Ucapan Yang Membunuh Rasa Aman
Sebuah hubungan, terutama pernikahan dibangun diatas rasa percaya dan terlindungi. Ketika seorang istri memeluk erat suaminya diatas sepeda motor suaminya yang melaju kencang. Itu bukan sekedar urusan jarak dan kecepatan. Itu adalah bentuk penyerahan diri secara utuh.
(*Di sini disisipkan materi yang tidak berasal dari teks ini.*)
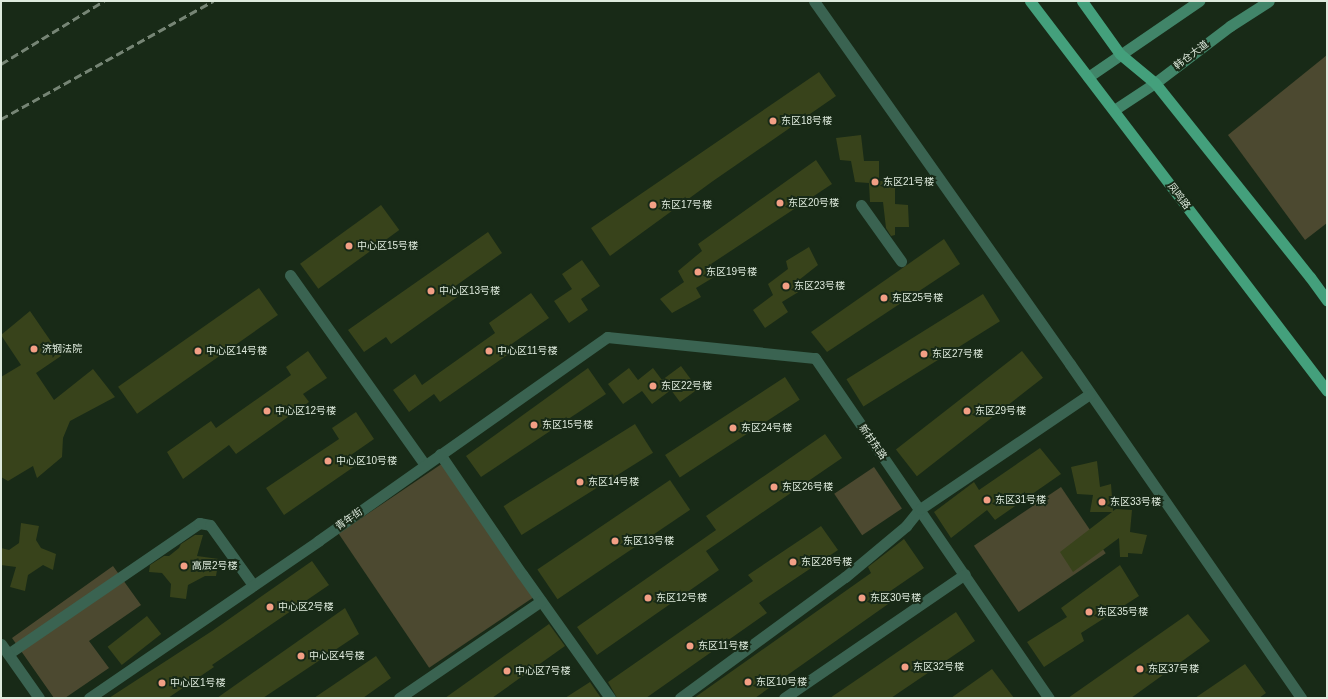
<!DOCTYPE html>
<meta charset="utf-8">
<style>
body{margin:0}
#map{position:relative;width:1328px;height:699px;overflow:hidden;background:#182a17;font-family:Arial,"Noto Sans SC",sans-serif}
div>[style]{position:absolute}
.green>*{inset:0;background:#4c4930;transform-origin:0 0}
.building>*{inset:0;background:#38431b;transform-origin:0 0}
.minor>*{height:11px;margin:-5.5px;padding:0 5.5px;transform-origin:5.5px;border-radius:5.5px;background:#3a6351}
.tertiary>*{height:11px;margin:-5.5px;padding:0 5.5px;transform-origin:5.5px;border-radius:5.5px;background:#3a6351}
.secondary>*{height:11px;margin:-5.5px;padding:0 5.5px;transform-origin:5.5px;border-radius:5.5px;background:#418569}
.primary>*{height:11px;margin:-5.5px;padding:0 5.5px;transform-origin:5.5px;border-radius:5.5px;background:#44a07c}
.rail>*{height:3px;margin-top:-1.5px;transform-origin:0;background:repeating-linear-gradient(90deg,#768575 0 8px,transparent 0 12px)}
.dots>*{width:11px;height:11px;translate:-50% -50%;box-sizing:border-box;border:2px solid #182a17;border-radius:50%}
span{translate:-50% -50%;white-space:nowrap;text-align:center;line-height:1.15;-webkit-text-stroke:4px #182a17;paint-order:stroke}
.street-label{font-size:10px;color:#deeadd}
.poi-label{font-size:10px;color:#deeadd}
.left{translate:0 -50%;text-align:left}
.frame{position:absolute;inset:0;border:2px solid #deeadd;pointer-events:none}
</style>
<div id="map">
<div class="green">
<i style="clip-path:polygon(1327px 55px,1327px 223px,1305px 240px,1228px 135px)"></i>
<i style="left:443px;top:463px;width:162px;height:126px;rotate:56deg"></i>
<i style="left:874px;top:467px;width:50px;height:48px;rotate:56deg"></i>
<i style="left:1061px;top:487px;width:80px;height:105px;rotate:56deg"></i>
<i style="clip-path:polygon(113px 566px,141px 605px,89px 641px,109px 668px,65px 698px,54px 698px,12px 638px)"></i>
</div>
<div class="building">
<i style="clip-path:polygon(819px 72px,836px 96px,713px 181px,610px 256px,591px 228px)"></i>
<i style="clip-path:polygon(861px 135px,864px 161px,879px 161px,879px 181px,895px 181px,895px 204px,908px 205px,909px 227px,895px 227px,895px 235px,891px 236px,886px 228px,883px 202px,870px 202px,869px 183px,855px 182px,851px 161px,840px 160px,836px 138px)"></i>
<i style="clip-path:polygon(816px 160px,832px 184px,711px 264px,719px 274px,696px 288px,701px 297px,672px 313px,660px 299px,684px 282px,678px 271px,702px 251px,698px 244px)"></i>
<i style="left:381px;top:205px;width:31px;height:100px;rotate:54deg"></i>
<i style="clip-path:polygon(488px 232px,502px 253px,454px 287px,460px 295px,391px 344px,386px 337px,364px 352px,348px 330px)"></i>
<i style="clip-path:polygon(944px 239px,960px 264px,827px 352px,811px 332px)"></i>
<i style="clip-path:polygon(809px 247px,818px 265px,799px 280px,805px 288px,782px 302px,788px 312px,765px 328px,753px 310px,773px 295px,768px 284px,788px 269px,786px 261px)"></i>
<i style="clip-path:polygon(582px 260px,600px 286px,581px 299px,588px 310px,569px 323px,554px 301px,572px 289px,562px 274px)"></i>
<i style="left:259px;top:288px;width:33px;height:172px;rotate:55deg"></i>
<i style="clip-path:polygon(531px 293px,549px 318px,506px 348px,510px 353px,440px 402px,434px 394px,409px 412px,393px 390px,415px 374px,422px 385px,495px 333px,489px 323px)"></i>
<i style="left:983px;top:294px;width:32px;height:161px;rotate:58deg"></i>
<i style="clip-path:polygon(30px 311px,61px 356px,36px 373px,54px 400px,93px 369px,115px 397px,70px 421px,63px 438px,62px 457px,37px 478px,33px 466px,8px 481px,1px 477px,1px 377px,21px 365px,1px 335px)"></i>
<i style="clip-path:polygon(308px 351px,327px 378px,303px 394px,309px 402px,236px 454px,229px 445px,183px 479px,167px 452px,211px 421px,216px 428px,291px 375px,286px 367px)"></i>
<i style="left:1022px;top:351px;width:34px;height:160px;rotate:52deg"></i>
<i style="clip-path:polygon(681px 366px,698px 389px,680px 402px,671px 390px,652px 404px,642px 391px,623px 404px,608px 384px,629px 368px,638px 380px,653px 368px,662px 380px)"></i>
<i style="clip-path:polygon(588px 368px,606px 394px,481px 477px,466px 456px)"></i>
<i style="left:785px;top:377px;width:27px;height:143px;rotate:57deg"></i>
<i style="clip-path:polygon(356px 412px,374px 439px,348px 457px,355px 466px,284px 515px,266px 488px,339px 439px,332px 428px)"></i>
<i style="left:635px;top:424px;width:34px;height:155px;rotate:58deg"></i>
<i style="clip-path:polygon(825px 434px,842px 458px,706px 551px,719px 570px,597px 655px,577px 627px,716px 530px,706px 516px)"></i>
<i style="clip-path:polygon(1040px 448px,1061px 474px,995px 520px,987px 510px,951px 538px,934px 512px,974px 482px,979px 490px)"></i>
<i style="clip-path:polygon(1097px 461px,1100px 487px,1111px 484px,1113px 511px,1116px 509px,1132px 510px,1130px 532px,1147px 535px,1142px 554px,1128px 553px,1128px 557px,1120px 557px,1119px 538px,1073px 572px,1060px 552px,1112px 512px,1090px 512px,1093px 495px,1077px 494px,1071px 467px)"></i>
<i style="left:670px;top:480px;width:36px;height:160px;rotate:56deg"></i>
<i style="clip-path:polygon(21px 523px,39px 526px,36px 540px,41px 548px,56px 554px,53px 570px,43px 565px,28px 575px,25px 591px,10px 587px,16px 567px,1px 565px,1px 548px,9px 550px,19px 543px)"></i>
<i style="clip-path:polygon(821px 526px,838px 550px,759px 603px,767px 613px,646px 698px,617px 698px,608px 682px,753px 581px,748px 575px)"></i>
<i style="clip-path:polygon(195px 535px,203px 535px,197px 556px,219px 559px,216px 576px,205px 576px,188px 585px,186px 599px,170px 597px,171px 584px,162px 573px,149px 572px,150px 565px,164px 556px,169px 556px,179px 548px,181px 544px)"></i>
<i style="clip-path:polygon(904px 539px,924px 568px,886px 594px,891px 602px,755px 698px,694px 698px,871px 573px,868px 567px)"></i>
<i style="clip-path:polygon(312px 561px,329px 585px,212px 665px,214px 667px,168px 698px,109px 698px,212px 631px)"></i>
<i style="clip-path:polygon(1120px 565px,1139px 596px,1081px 633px,1084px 641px,1044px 667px,1027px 642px,1067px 617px,1061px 608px)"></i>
<i style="clip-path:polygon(345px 608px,359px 634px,263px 698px,217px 698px)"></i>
<i style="clip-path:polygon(956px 612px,975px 641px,891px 698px,830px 698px)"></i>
<i style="clip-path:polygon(1188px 614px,1210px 641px,1131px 698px,1068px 698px)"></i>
<i style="left:147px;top:616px;width:23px;height:50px;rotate:52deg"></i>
<i style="clip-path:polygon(549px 624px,565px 646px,492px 698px,445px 698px)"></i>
<i style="clip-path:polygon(376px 656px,391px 678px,363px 698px,314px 698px)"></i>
<i style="clip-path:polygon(1245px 664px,1266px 693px,1259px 698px,1195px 698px)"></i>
<i style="clip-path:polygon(992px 669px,1014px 698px,951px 698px)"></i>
<i style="clip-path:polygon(590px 682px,601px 698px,565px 698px)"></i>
</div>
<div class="minor">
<i style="left:814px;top:1px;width:444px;rotate:54.8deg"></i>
<i style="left:1070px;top:364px;width:406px;rotate:55.3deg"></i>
<i style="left:861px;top:205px;width:69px;rotate:54.5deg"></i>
<i style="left:290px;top:275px;width:233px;rotate:54.6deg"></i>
<i style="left:440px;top:454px;width:145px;rotate:55.7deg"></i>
<i style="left:522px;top:574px;width:152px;rotate:54.6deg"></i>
<i style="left:8px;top:654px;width:232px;rotate:-34.4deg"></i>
<i style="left:199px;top:523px;width:11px;rotate:10deg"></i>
<i style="left:210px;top:525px;width:74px;rotate:54.4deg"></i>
<i style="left:89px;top:698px;width:278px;rotate:-34.4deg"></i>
<i style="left:318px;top:541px;width:354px;rotate:-35.2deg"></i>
<i style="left:607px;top:337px;width:209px;rotate:5.8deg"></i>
<i style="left:815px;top:358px;width:413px;rotate:55.5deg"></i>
<i style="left:399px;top:698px;width:172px;rotate:-34.3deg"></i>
<i style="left:680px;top:698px;width:205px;rotate:-36.3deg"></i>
<i style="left:845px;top:577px;width:80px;rotate:-39.9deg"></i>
<i style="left:906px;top:526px;width:22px;rotate:-51deg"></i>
<i style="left:920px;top:509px;width:205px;rotate:-34.1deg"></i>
<i style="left:784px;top:698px;width:219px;rotate:-34.4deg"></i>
</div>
<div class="tertiary">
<i style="left:1px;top:644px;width:66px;rotate:54.9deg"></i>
</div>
<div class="secondary">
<i style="left:1088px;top:77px;width:135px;rotate:-34.4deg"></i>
<i style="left:1114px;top:110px;width:49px;rotate:-33.4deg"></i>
<i style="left:1155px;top:83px;width:94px;rotate:-37.2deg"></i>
<i style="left:1230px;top:26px;width:46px;rotate:-32.7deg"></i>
</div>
<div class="primary">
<i style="left:1030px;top:1px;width:490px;rotate:52.7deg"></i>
<i style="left:1082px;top:1px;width:65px;rotate:54.4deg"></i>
<i style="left:1120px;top:54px;width:45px;rotate:39.6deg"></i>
<i style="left:1155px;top:83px;width:248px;rotate:51.4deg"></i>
<i style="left:1310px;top:277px;width:29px;rotate:54deg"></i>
</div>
<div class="rail">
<i style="left:1px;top:64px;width:121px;rotate:-31.5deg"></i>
<i style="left:1px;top:119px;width:243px;rotate:-29.1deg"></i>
</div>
<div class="dots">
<i style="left:773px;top:121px;background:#f39f85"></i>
<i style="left:875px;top:182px;background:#f39f85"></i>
<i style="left:780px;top:203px;background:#f39f85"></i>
<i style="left:653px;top:205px;background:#f39f85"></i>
<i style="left:349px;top:246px;background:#f39f85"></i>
<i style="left:698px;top:272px;background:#f39f85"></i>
<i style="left:786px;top:286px;background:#f39f85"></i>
<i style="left:431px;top:291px;background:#f39f85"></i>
<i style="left:884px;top:298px;background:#f39f85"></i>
<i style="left:34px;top:349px;background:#f39f85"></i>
<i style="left:198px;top:351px;background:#f39f85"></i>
<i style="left:489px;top:351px;background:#f39f85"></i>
<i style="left:924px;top:354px;background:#f39f85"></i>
<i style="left:653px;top:386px;background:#f39f85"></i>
<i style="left:267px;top:411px;background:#f39f85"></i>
<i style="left:967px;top:411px;background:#f39f85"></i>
<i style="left:534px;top:425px;background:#f39f85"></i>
<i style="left:733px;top:428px;background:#f39f85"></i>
<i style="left:328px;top:461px;background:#f39f85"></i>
<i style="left:580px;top:482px;background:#f39f85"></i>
<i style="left:774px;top:487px;background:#f39f85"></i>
<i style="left:987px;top:500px;background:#f39f85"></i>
<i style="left:1102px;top:502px;background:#f39f85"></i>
<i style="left:615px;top:541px;background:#f39f85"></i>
<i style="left:793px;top:562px;background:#f39f85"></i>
<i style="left:184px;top:566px;background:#f39f85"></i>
<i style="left:648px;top:598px;background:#f39f85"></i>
<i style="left:862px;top:598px;background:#f39f85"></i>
<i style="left:270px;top:607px;background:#f39f85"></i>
<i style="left:1089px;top:612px;background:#f39f85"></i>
<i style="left:690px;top:646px;background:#f39f85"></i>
<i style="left:301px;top:656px;background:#f39f85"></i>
<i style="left:905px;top:667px;background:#f39f85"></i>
<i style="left:1140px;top:669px;background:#f39f85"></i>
<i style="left:507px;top:671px;background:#f39f85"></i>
<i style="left:748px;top:682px;background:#f39f85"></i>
<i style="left:162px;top:683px;background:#f39f85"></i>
</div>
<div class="street-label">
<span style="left:1191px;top:55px;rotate:-37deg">韩仓大道</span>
<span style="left:1179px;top:196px;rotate:53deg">凤鸣路</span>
<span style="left:873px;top:442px;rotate:55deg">新村东路</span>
<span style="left:349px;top:519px;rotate:-35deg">青年街</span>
</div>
<div class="poi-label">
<span class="left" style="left:781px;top:121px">东区18号楼</span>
<span class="left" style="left:883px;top:182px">东区21号楼</span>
<span class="left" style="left:788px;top:203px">东区20号楼</span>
<span class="left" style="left:661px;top:205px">东区17号楼</span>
<span class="left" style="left:357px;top:246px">中心区15号楼</span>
<span class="left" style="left:706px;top:272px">东区19号楼</span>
<span class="left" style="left:794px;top:286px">东区23号楼</span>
<span class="left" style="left:439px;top:291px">中心区13号楼</span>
<span class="left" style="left:892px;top:298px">东区25号楼</span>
<span class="left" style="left:42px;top:349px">济钢法院</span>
<span class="left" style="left:206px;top:351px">中心区14号楼</span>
<span class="left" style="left:497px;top:351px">中心区11号楼</span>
<span class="left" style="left:932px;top:354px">东区27号楼</span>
<span class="left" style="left:661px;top:386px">东区22号楼</span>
<span class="left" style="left:275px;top:411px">中心区12号楼</span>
<span class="left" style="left:975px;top:411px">东区29号楼</span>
<span class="left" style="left:542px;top:425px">东区15号楼</span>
<span class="left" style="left:741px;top:428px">东区24号楼</span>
<span class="left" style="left:336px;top:461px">中心区10号楼</span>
<span class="left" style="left:588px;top:482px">东区14号楼</span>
<span class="left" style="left:782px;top:487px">东区26号楼</span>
<span class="left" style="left:995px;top:500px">东区31号楼</span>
<span class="left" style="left:1110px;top:502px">东区33号楼</span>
<span class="left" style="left:623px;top:541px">东区13号楼</span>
<span class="left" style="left:801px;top:562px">东区28号楼</span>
<span class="left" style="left:192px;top:566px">高层2号楼</span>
<span class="left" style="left:656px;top:598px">东区12号楼</span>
<span class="left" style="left:870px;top:598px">东区30号楼</span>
<span class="left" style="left:278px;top:607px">中心区2号楼</span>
<span class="left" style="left:1097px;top:612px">东区35号楼</span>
<span class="left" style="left:698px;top:646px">东区11号楼</span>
<span class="left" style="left:309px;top:656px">中心区4号楼</span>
<span class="left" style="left:913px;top:667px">东区32号楼</span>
<span class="left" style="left:1148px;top:669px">东区37号楼</span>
<span class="left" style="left:515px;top:671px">中心区7号楼</span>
<span class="left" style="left:756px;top:682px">东区10号楼</span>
<span class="left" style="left:170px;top:683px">中心区1号楼</span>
</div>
<div class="frame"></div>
</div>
Ada keyakinan bahwa laki-laki yang memegang stang didepanya akan menjaga nyawanya dengan segenap jiwa.
Namun, bagaimana jika dalam ketakutan yang mencekam, saat permohonan perlindungan itu diucapkan, balasan yang diterima justru kalimat dingin "biarin kalau kamu sampai mati juga"
Kalimat itu berhasil meruntuhkan seluruh rasa aman yang dipupuk bertahun-tahun. Seketika, angin malam terasa lebih dingin. Air mata yang menetes bukan lagi tentang rasa takut pada kecepatan, melainkan ratapan atas realita pahit bahwa sosok yang diandalkan tidak peduli terhadap keselamatan jiwa pasanganya. Ucapan itu seperti palu hakim yang mengetok vonis matinya rasa percaya.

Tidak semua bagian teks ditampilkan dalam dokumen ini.